Only the lines with "نالا" in them need to be copied from the listing.

★ ★ ★ ★ ★

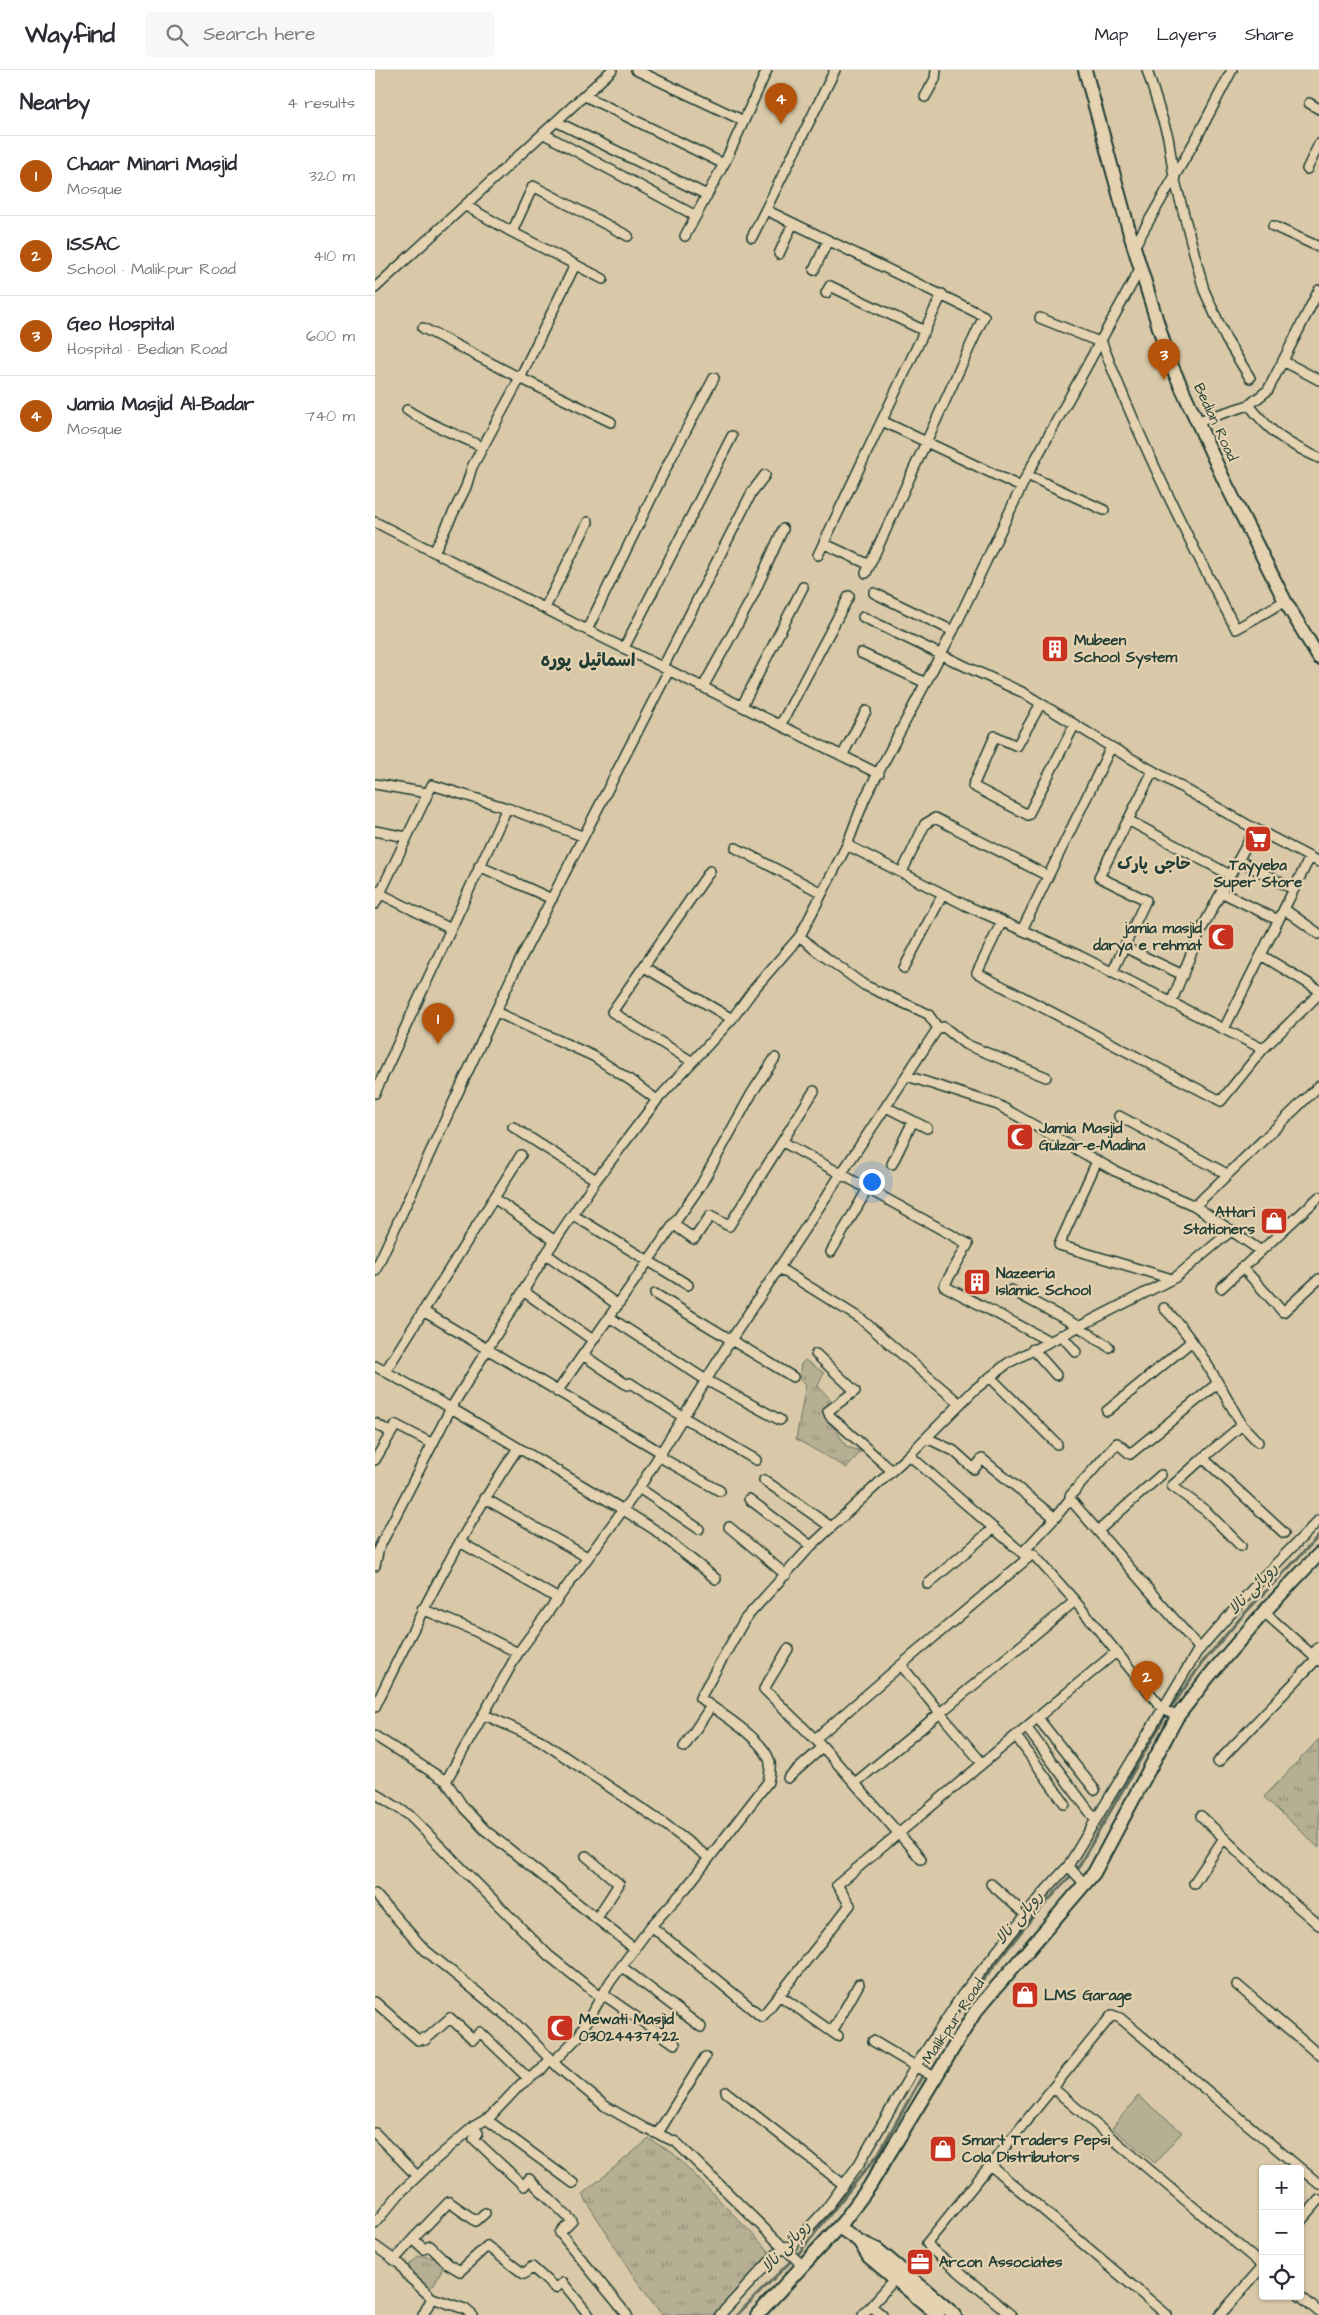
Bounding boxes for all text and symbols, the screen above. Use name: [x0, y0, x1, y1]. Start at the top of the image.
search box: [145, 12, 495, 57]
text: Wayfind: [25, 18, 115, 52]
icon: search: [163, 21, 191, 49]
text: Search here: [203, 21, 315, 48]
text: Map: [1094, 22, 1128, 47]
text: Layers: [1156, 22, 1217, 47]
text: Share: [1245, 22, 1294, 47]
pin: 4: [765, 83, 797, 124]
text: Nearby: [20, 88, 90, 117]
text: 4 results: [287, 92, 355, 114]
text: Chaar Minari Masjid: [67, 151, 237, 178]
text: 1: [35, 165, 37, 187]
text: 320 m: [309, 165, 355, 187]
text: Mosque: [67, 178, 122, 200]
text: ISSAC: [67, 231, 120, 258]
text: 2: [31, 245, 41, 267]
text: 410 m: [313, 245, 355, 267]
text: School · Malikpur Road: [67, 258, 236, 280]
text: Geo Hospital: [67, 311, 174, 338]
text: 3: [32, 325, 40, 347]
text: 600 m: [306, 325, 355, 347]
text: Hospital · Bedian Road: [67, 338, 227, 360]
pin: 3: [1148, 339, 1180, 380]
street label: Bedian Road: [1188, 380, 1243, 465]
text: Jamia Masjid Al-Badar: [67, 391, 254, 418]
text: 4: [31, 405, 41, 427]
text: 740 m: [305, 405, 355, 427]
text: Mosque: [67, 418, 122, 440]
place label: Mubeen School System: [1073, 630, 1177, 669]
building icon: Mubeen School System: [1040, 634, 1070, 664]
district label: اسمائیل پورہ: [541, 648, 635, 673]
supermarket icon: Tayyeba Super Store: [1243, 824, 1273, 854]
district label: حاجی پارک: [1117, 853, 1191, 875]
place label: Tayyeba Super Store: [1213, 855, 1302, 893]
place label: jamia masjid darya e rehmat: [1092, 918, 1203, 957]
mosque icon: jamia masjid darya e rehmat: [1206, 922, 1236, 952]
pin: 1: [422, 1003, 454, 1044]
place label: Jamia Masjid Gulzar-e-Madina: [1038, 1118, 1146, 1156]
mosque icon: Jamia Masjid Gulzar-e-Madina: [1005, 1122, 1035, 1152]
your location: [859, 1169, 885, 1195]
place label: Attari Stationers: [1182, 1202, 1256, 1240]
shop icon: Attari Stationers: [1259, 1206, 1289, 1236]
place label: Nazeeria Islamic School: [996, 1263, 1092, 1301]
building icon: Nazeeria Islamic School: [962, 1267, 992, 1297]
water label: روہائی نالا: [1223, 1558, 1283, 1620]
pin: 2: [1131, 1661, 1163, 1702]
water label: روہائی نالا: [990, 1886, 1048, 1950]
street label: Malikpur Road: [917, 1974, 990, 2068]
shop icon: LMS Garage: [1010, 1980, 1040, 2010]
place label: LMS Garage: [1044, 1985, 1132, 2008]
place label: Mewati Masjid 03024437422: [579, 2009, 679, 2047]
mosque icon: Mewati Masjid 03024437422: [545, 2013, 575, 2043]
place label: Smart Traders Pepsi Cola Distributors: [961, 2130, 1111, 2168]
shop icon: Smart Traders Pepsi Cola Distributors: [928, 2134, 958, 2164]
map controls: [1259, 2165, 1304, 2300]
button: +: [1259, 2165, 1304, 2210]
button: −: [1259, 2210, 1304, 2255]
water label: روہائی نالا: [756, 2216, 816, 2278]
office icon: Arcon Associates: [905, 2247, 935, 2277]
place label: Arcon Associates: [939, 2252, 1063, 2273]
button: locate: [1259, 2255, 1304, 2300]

★ ★ ★ ★ ★

**Output of the task:**
water label: روہائی نالا: [1223, 1558, 1283, 1620]
water label: روہائی نالا: [990, 1886, 1048, 1950]
water label: روہائی نالا: [756, 2216, 816, 2278]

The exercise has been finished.